Com'è che si chiamava? Ariel? No, Halley. Lei sognava una società in cui tutti avevano gli stessi diritti. Sciocchezze. Ingenuità. Come poteva una stupida Formica avanzare simili pretese!
E lui? Lui aveva combattuto per un mondo in cui nessuno ne avrebbe avuti, dicendosi che lo faceva per dare un futuro migliore ai popoli inferiori.
Invece li stavano solo uccidendo o rendendo schiavi.
«Ho sbagliato tutto.» mormorò, tossendo. Sentì le lacrime scivolargli lungo le guance, senza sapere se a generarle fosse il dolore fisico o quello dell'anima.
L'enorme aeroplano rullò lungo la piattaforma, prendendo velocità. Giganteschi bracci robotici avevano usato i pannelli del tetto per assemblare una sorta di scivolo, che avrebbe fatto da pista di decollo, conducendo il Calabrone oltre l'Alveare e la parete di roccia, nel cielo.
Il tenente voltò la testa, e si rese conto di essere sulla traiettoria di uno dei carrelli.
Le ruote, grandi quanto un Atta, giravano sempre più in fretta man mano che il velivolo accelerava, e puntavano su di lui come crudeli predatori.
Se anche fosse riuscito a trovare le forze di rialzarsi, in quelle condizioni non aveva nessuna possibilità di spostarsi in tempo per evitarle. Si sentiva esausto, senza più il desiderio di lottare. La vista cominciava già ad annebbiarglisi, la parte più periferica del suo campo visivo era tutta sfocata e vibrante.
Il suo più grande rammarico, si rese conto, era di non potersi scusare con l'amico.
Forse lui sarebbe riuscito a porre fine a quella follia.
«Che il Polline ti protegga, Duncan. Possa la vittoria esserti amica.» pregò ad alta voce.
Poi appoggiò la testa al pavimento, e chiuse gli occhi.
SPAZIO AUTORE
Ok, lo so che avevo promesso di sospendere questi spazi, per risparmiare tempo.

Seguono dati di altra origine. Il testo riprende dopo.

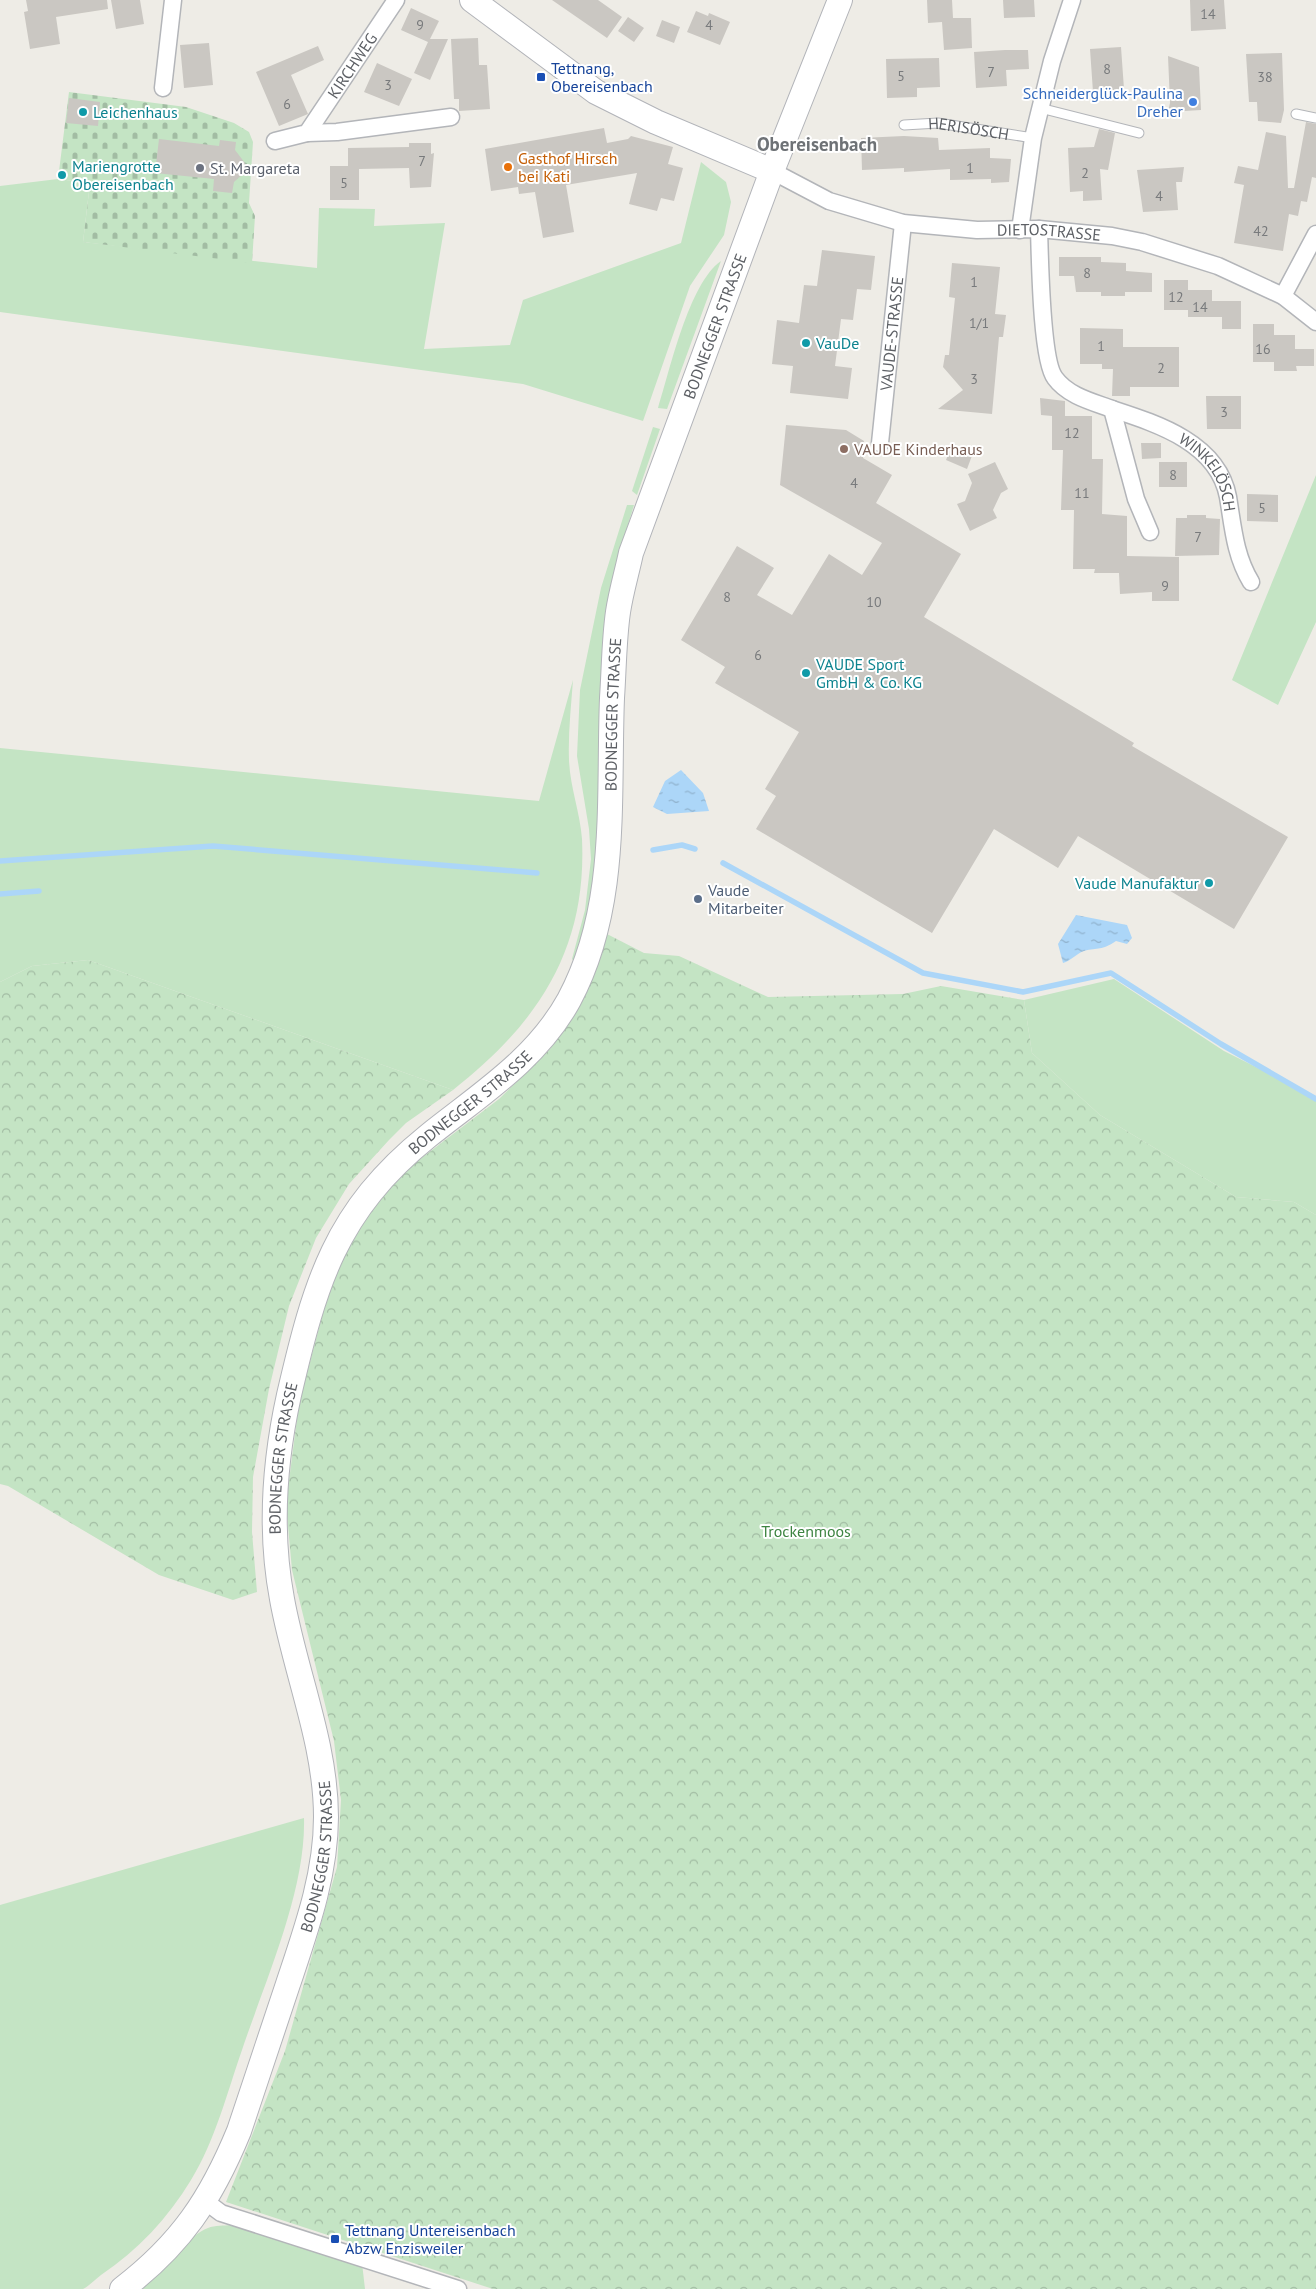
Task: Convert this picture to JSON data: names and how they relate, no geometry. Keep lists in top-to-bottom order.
{
  "streets": {
    "main road": ["BODNEGGER STRASSE"],
    "street": [
      "KIRCHWEG",
      "DIETOSTRASSE",
      "VAUDE-STRASSE",
      "WINKELÖSCH"
    ],
    "lane": ["HERISÖSCH"]
  },
  "crossings": [
    ["DIETOSTRASSE", "BODNEGGER STRASSE"],
    ["DIETOSTRASSE", "VAUDE-STRASSE"],
    ["DIETOSTRASSE", "WINKELÖSCH"]
  ],
  "districts": ["Obereisenbach"],
  "parks": ["Trockenmoos"],
  "places": {
    "transit": ["Tettnang, Obereisenbach", "Tettnang Untereisenbach Abzw Enzisweiler"],
    "other": [
      "Schneiderglück-Paulina Dreher",
      "Leichenhaus",
      "Gasthof Hirsch bei Kati",
      "St. Margareta",
      "Mariengrotte Obereisenbach",
      "VauDe",
      "VAUDE Kinderhaus",
      "VAUDE Sport GmbH & Co. KG",
      "Vaude Manufaktur",
      "Vaude Mitarbeiter"
    ]
  },
  "house_numbers": [
    "14",
    "9",
    "4",
    "8",
    "7",
    "5",
    "38",
    "3",
    "6",
    "7",
    "1",
    "2",
    "5",
    "4",
    "42",
    "8",
    "1",
    "12",
    "14",
    "1/1",
    "1",
    "16",
    "2",
    "3",
    "3",
    "12",
    "8",
    "4",
    "11",
    "5",
    "7",
    "9",
    "8",
    "10",
    "6"
  ]
}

Ma non posso andar via senza spendere nemmeno una parola alla morte di Hudson.
Ve lo aspettavate?
Ce l'ho messa davvero tutta nello scrivere questo pezzo, e mi sono anche commosso un po', mentre lo facevo. Spero vi sia piaciuto.
In un romanzo di avventura che parla di guerra, era impensabile cavarsela senza nemmeno una perdita.

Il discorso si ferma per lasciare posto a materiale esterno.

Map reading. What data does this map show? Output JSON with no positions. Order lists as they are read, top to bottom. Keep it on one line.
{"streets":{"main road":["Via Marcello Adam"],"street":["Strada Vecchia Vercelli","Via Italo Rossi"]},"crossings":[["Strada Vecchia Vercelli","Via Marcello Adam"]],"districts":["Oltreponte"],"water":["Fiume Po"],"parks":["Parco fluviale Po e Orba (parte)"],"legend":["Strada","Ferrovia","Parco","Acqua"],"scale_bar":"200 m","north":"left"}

Fin dall'inizio, quando ho deciso di raccontare questa storia, volevo raggiungere due obiettivi: parlare di alcuni argomenti senza fare la morale (la follia della guerra, l'ambientalismo, la diversità e la tolleranza) e creare dei personaggi non troppo bidimensionali, meno infantili di quelli che costruisco di solito.
Hudson è nato così. Non è né buono, né cattivo: ha fatto delle scelte sbagliate e, nonostante i consigli di O'Brian, finisce col pagarne il prezzo più alto.
Se ho fatto le cose per bene, dovrebbe dispiacervi almeno un po' per lui.
Che il Polline abbia pietà della sua anima!